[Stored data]
-*-*-
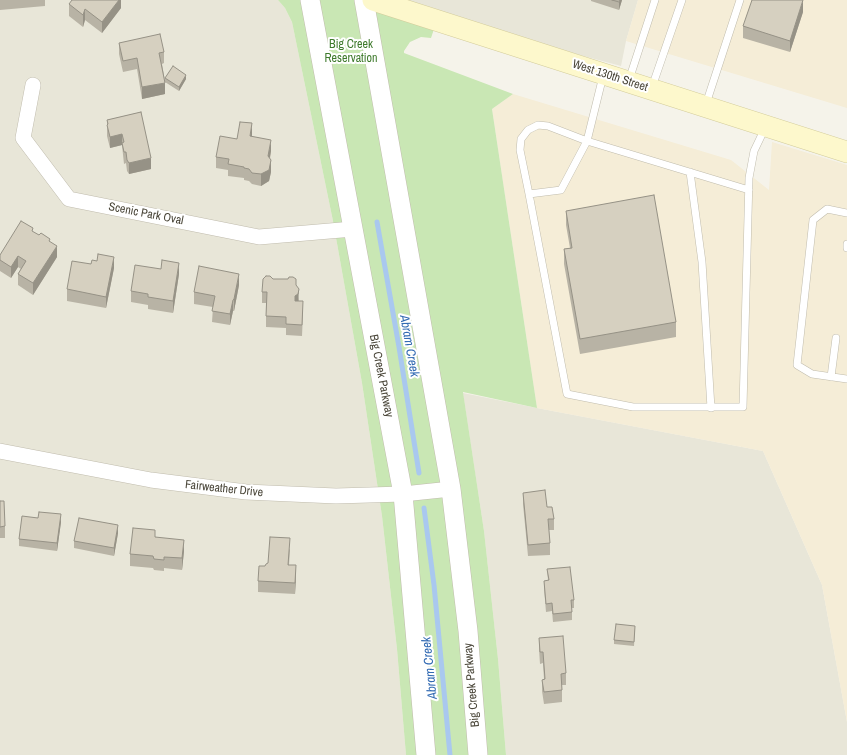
<!DOCTYPE html>
<style>
body{margin:0}
canvas{display:block;background:#f5f3ea}
</style>
<canvas width="847" height="755"></canvas>
<script>
const ctx = document.querySelector('canvas').getContext('2d');
ctx.lineJoin = 'round';
function fillPath(path, color) { ctx.fillStyle = color; ctx.fill(path, 'evenodd'); }
const toPath = rows => new Path2D(rows.map(r => 'M' + r).join(''));
function stroke(path, color, width, dash) { ctx.strokeStyle = color; ctx.lineWidth = width; ctx.lineCap = dash ? 'butt' : 'round'; ctx.setLineDash(dash || []); ctx.stroke(path); }
function drawText(font, color, halo, rows, align = 'center') {
  ctx.font = font + ' "Archivo Narrow",sans-serif'; ctx.lineWidth = 4; ctx.setLineDash([]); ctx.textBaseline = 'middle'; ctx.strokeStyle = halo; ctx.fillStyle = color; for (const [text, x, y, turn = 0] of rows) {
    ctx.save(); ctx.translate(x, y); ctx.rotate((+turn || 0) * Math.PI / 180); ctx.textAlign = isNaN(turn) ? turn : align; if (halo) ctx.strokeText(text, 0, 0); ctx.fillText(text, 0, 0); ctx.restore();
  }
}
const residential = toPath([
 [0,0,278,0,285,8,292,22,333,221,362,383,382,516,397,649,406,755,0,755],
 [407,0,638,0,626,41,621,66,438,17],
 [463,393,537,408,763,451,822,585,847,722,847,755,506,755,498,659,484,531]
]);
const commercial = toPath([
 [638,0,847,0,847,108,626,41],
 [513,94,731,160,769,190,772,142,847,165,847,722,822,585,763,451,537,408,492,109]
]);
const green = toPath([
 [278,0,407,0,438,17,431,38,421,37,410,42,404,51,404,53,513,94,492,109,537,408,463,392,484,531,498,659,506,755,406,755,397,649,382,516,362,383,333,221,292,22,285,8]
]);
const stream = toPath([
 [377,222,399,347,419,473],
 [424,508,434,585,450,755]
]);
const service = toPath([
 [603,76,587,141,561,190,529,194,567,394,633,407,743,407,749,178,754,151,765,128],
 [629,80,655,0],
 [652,87,682,0],
 [706,104,740,0],
 [690,172,702,262,711,408],
 [529,194,520,150,521,139,528,130,538,125,548,126,587,141,749,190],
 [847,213,827,209,813,220,797,365,812,374,847,379],
 [847,248,847,244],
 [831,377,836,338]
]);
const minor = toPath([
 [33,85,23,138,69,199,259,237,353,229],
 [0,451,151,480,246,492,336,496,403,494,451,489]
]);
const tertiary = toPath([
 [310,0,403,494,426,755],
 [364,0,451,489,468,631,478,755]
]);
const secondary = toPath([
 [373,0,847,152]
]);
const wall = toPath([
 [0,0,45,0,45,6,0,10],
 [121,0,121,8,102,33,85,20,83,27,69,16,69,4],
 [591,0,622,0,619,10,591,1],
 [803,12,790,52,743,38,743,26],
 [119,43,164,52,164,63,162,64,165,81,165,78,186,79,179,91,165,82,165,94,142,99,137,69,123,72,119,54],
 [141,112,151,169,129,174,127,171,126,163,124,164,122,145,110,148,107,136,107,120],
 [252,135,252,137,271,151,270,159,271,172,269,181,261,186,252,184,249,181,244,180,244,178,228,176,228,170,216,168,216,157,237,139],
 [566,211,676,322,676,337,580,354,564,264,564,249,570,248,566,225],
 [33,232,50,242,57,257,33,295,18,285,18,274,21,269,18,267,11,278,0,271,0,255],
 [91,264,114,268,106,308,67,301,67,289],
 [179,274,173,313,148,309,148,305,131,302,131,291],
 [273,279,288,279,296,285,299,301,303,313,302,336,286,335,286,328,266,327,266,303,262,303,262,292],
 [239,285,234,311,233,311,230,325,212,322,213,307,194,304,194,292],
 [523,493,547,507,554,519,554,530,549,530,550,543,550,555,528,556,523,504],
 [0,501,5,526,5,538,0,538],
 [38,518,61,522,57,551,19,546,19,539],
 [118,533,114,556,74,548,74,541],
 [155,537,184,551,182,570,164,568,164,571,154,570,153,568,130,566,130,554],
 [290,549,289,565,296,576,295,594,258,592,258,581,265,566,268,563],
 [547,569,574,600,574,608,572,608,572,620,553,622,552,611,546,612,544,588,544,581,548,580],
 [635,629,634,646,614,644,614,640],
 [539,638,566,673,566,685,562,685,562,702,544,704,542,691,542,680,544,679,543,663,540,664,539,649]
]);
const shadedWall = toPath([
 [119,0,121,0,121,8,102,33,102,22],
 [620,0,622,0,619,10,619,2],
 [803,0,803,12,790,52,790,41],
 [85,9,85,20,83,27,83,15],
 [186,75,186,79,179,91,179,87],
 [165,83,165,94,142,99,142,87],
 [252,123,252,135,250,148,250,136],
 [122,134,122,145,110,148,110,137],
 [271,140,271,151,268,167,268,156],
 [151,158,151,169,129,174,129,163],
 [271,160,271,172,269,181,261,186,261,174],
 [57,246,57,257,33,295,33,283],
 [18,256,18,267,11,278,11,267],
 [114,257,114,268,106,308,106,297],
 [179,263,179,274,173,313,173,301],
 [239,274,239,285,234,311,234,299],
 [299,289,298,305,295,308,295,296],
 [233,300,233,311,230,325,230,314],
 [61,514,61,522,57,551,57,543],
 [118,525,118,533,114,556,114,548],
 [184,540,184,551,182,570,182,558],
 [296,565,296,576,295,594,295,583]
]);
const building = toPath([
 [72,0,119,0,102,22,85,9,83,15,69,4,72,0],
 [612,0,620,0,619,2,612,0],
 [752,0,803,0,790,41,743,26,752,0],
 [160,34,164,52,159,53,165,83,142,87,137,58,123,61,119,43,160,34],
 [173,66,186,75,179,87,165,78,173,66],
 [141,112,151,158,129,163,127,160,126,152,124,152,122,143,124,142,122,134,110,137,107,125,108,124,107,120,141,112],
 [240,122,252,123,250,136,271,140,268,156,271,160,269,170,261,174,252,173,249,169,244,168,244,167,228,164,229,159,216,157,220,136,237,139,240,122],
 [654,195,676,322,580,339,564,249,572,248,566,211,654,195],
 [21,221,33,228,32,231,39,235,41,233,50,239,49,241,57,246,33,283,18,274,26,261,18,256,11,267,0,260,0,255,21,221],
 [98,254,114,257,106,297,67,289,72,261,91,264,92,260,97,261,98,254],
 [162,260,179,263,173,301,148,297,148,294,131,291,135,265,161,269,162,260],
 [199,266,239,274,234,299,233,300,230,314,212,311,215,296,194,292,199,266],
 [266,276,270,276,273,279,288,279,289,277,293,277,296,279,296,285,299,289,298,294,295,296,295,301,303,301,302,325,286,324,286,317,266,316,267,292,262,292,263,279,266,276],
 [545,490,547,507,552,507,554,519,548,519,550,543,528,545,523,493,545,490],
 [0,501,4,501,5,526,0,527,0,501],
 [39,512,61,514,57,543,19,539,22,516,38,518,39,512],
 [79,518,118,525,114,548,74,541,79,518],
 [133,528,155,530,155,537,184,540,182,558,164,557,164,560,154,559,153,556,130,554,133,528],
 [270,537,290,538,288,565,296,565,295,583,258,581,259,566,265,566,266,564,268,563,270,537],
 [570,567,574,600,571,600,572,612,553,614,552,603,546,604,544,581,549,580,547,569,570,567],
 [616,624,635,626,634,642,614,640,616,624],
 [563,636,566,673,561,674,562,690,544,692,542,680,545,679,543,652,540,652,539,638,563,636]
]);
const parkNames = [
 ["Big Creek",351,45],
 ["Reservation",351,59]
];
const streetNames = [
 ["West 130th Street",610,76,18],
 ["Scenic Park Oval",146,214,11],
 ["Big Creek Parkway",381,376,79],
 ["Fairweather Drive",224,489,6],
 ["Big Creek Parkway",472,685,-95]
];
const waterNames = [
 ["Abram Creek",409,346,80],
 ["Abram Creek",430,668,-96]
];
fillPath(residential, '#e8e6d8');
fillPath(commercial, '#f5edd7');
fillPath(green, '#c9e7b4');
stroke(stream, '#a9c8ef', 5);
stroke(service, '#c0bcad', 8);
stroke(minor, '#c0bcad', 16);
stroke(tertiary, '#c0bcad', 20);
stroke(secondary, '#d3cc9b', 22);
stroke(service, '#fff', 7);
stroke(minor, '#fff', 15);
stroke(tertiary, '#fff', 19);
stroke(secondary, '#fdf8cc', 21);
fillPath(wall, '#b8b3a5');
fillPath(shadedWall, '#969286');
fillPath(building, '#d6d0c0');
stroke(building, '#969286', 1);
drawText('12px', '#3e7a2c', '#fff', parkNames);
drawText('12px', '#494538', '#fff', streetNames);
drawText('italic 13px', '#336bb3', '#fff', waterNames);
</script>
-*-*-
Action item
Check each line of the records for "commercial" and copy the ones that contain it.

Worked solution
const commercial = toPath([
fillPath(commercial, '#f5edd7');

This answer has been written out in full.